[Exercise details]
Below are the entries; determine how many of their lines contain the string "bottom" and give that figure alone.

[Given data]
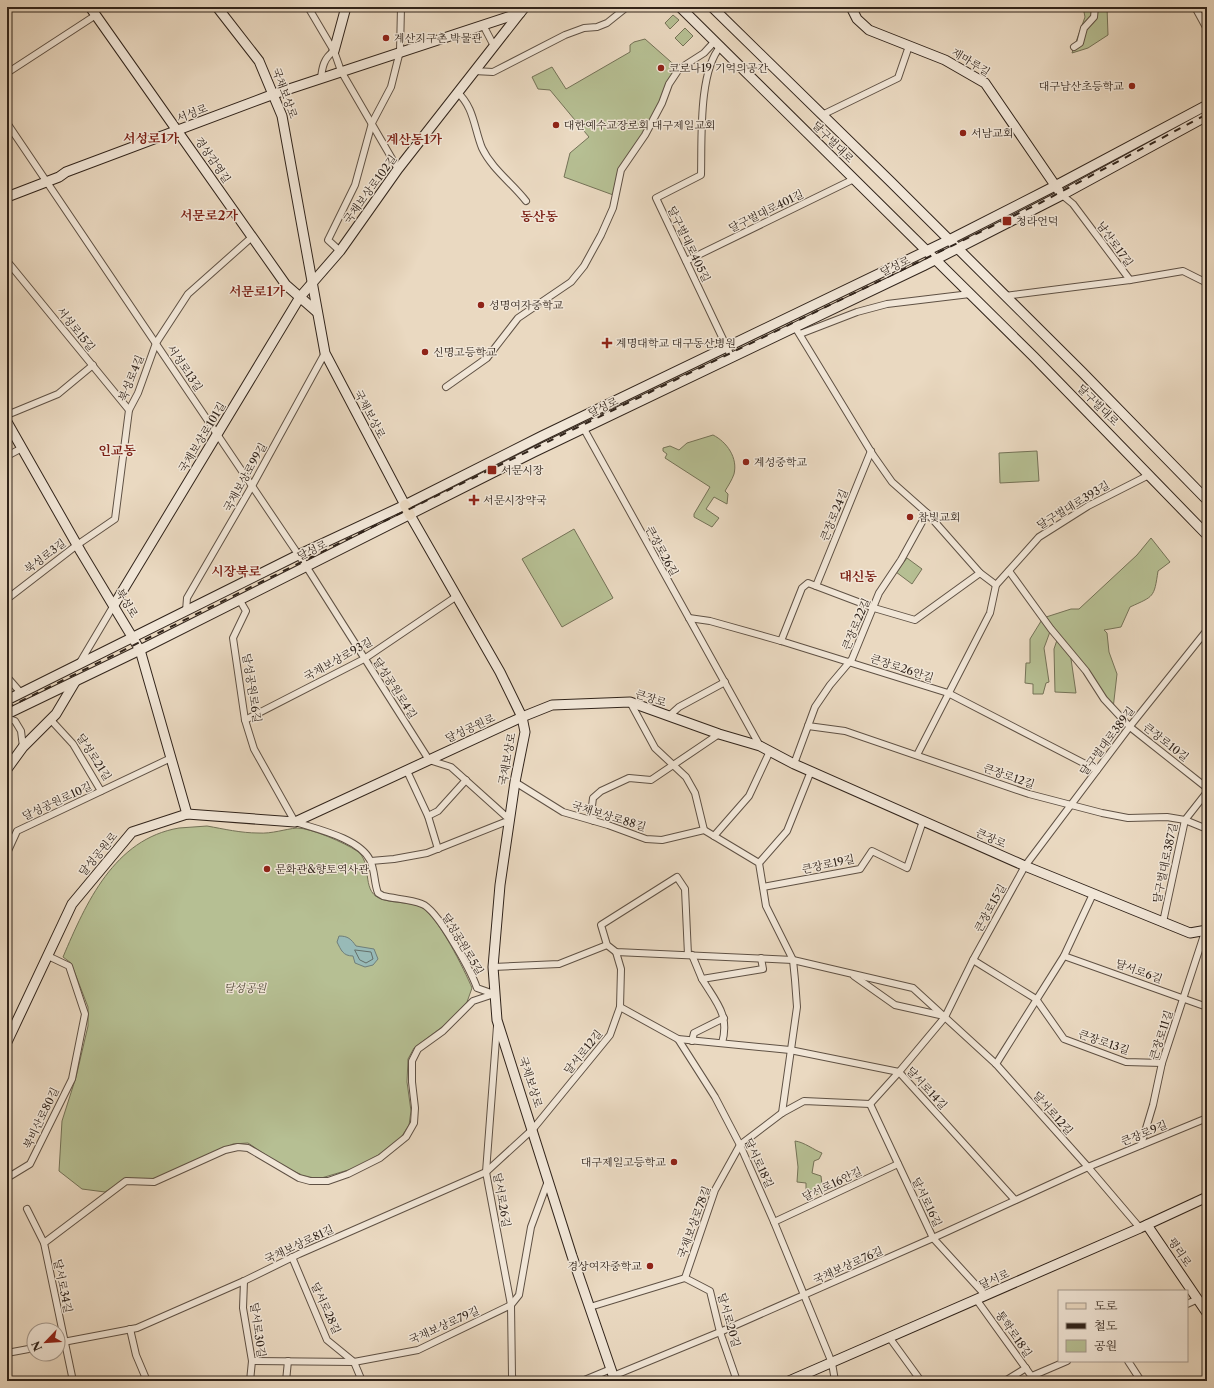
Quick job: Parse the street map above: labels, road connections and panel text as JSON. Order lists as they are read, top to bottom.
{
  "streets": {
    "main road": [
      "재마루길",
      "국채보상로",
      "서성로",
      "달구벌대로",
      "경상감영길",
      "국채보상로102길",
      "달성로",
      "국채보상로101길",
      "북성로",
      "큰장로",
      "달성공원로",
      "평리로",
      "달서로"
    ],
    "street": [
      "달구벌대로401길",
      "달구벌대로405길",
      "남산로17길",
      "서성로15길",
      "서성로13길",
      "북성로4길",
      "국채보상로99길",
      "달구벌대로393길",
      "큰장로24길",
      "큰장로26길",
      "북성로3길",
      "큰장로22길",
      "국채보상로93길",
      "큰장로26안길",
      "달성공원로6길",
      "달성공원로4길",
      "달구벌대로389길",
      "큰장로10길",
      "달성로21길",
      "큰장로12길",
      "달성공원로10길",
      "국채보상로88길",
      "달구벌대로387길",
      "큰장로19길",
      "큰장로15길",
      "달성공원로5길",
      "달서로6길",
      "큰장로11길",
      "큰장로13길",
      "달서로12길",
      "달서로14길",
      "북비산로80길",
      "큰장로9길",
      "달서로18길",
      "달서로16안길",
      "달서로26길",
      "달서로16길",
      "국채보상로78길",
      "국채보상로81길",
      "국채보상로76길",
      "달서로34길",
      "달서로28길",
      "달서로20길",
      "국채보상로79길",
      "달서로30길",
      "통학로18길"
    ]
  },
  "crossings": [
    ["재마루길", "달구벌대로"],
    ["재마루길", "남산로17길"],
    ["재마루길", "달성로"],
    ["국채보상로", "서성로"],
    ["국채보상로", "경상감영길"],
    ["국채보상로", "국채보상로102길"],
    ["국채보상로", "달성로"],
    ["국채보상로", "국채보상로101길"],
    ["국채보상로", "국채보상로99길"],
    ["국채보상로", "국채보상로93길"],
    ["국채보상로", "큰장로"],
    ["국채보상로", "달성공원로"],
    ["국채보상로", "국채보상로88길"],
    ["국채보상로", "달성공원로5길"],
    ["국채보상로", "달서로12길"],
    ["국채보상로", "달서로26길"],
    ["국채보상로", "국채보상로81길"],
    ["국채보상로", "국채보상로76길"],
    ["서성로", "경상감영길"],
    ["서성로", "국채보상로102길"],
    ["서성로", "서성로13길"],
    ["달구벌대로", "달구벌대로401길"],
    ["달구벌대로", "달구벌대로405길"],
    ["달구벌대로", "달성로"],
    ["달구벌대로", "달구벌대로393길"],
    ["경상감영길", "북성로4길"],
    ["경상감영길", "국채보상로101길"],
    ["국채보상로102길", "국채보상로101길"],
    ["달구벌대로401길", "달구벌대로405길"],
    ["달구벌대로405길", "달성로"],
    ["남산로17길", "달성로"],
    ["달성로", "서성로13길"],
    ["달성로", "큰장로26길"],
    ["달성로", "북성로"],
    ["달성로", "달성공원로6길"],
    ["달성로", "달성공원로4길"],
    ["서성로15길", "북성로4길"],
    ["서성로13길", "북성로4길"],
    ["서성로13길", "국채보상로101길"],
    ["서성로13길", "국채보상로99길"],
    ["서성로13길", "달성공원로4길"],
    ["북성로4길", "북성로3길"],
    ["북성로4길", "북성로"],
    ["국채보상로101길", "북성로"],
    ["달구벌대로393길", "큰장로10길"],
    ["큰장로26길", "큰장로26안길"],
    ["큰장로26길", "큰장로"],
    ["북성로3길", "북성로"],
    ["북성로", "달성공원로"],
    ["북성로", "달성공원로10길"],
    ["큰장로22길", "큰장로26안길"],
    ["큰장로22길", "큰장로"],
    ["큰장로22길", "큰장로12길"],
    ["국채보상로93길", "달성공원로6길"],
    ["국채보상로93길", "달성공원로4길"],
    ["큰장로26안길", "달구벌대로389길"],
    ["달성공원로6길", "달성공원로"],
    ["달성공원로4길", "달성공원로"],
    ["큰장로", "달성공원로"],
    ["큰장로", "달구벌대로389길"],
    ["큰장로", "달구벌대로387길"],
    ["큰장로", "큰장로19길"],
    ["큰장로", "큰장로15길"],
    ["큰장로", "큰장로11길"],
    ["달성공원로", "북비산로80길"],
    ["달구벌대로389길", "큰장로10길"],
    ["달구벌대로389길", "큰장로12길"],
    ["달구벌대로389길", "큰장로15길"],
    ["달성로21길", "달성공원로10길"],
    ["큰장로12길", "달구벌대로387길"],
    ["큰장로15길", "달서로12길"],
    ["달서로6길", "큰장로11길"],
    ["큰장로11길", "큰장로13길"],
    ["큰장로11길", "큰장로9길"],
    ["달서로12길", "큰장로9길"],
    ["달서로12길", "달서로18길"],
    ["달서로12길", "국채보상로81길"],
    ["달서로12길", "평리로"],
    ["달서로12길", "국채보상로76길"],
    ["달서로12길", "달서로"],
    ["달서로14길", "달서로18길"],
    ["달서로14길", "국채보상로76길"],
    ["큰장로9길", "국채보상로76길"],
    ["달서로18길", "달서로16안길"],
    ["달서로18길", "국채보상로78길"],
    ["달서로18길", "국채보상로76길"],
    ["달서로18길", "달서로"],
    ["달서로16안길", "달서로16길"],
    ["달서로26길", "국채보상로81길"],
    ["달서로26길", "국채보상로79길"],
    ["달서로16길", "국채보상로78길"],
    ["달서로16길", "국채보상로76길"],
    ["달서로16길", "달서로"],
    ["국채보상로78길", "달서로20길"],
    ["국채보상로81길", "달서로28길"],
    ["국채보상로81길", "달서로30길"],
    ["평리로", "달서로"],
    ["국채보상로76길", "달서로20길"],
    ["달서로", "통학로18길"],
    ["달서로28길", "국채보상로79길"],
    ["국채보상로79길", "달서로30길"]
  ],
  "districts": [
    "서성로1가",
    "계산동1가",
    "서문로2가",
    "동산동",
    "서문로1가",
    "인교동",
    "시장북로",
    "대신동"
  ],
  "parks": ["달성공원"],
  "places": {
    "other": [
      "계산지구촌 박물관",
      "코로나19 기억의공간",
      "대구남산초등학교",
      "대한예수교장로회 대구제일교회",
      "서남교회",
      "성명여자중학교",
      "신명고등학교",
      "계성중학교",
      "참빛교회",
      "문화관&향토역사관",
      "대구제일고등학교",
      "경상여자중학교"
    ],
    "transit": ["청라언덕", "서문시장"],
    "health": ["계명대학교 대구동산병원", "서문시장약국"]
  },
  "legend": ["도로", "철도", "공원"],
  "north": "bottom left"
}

[Task response]
2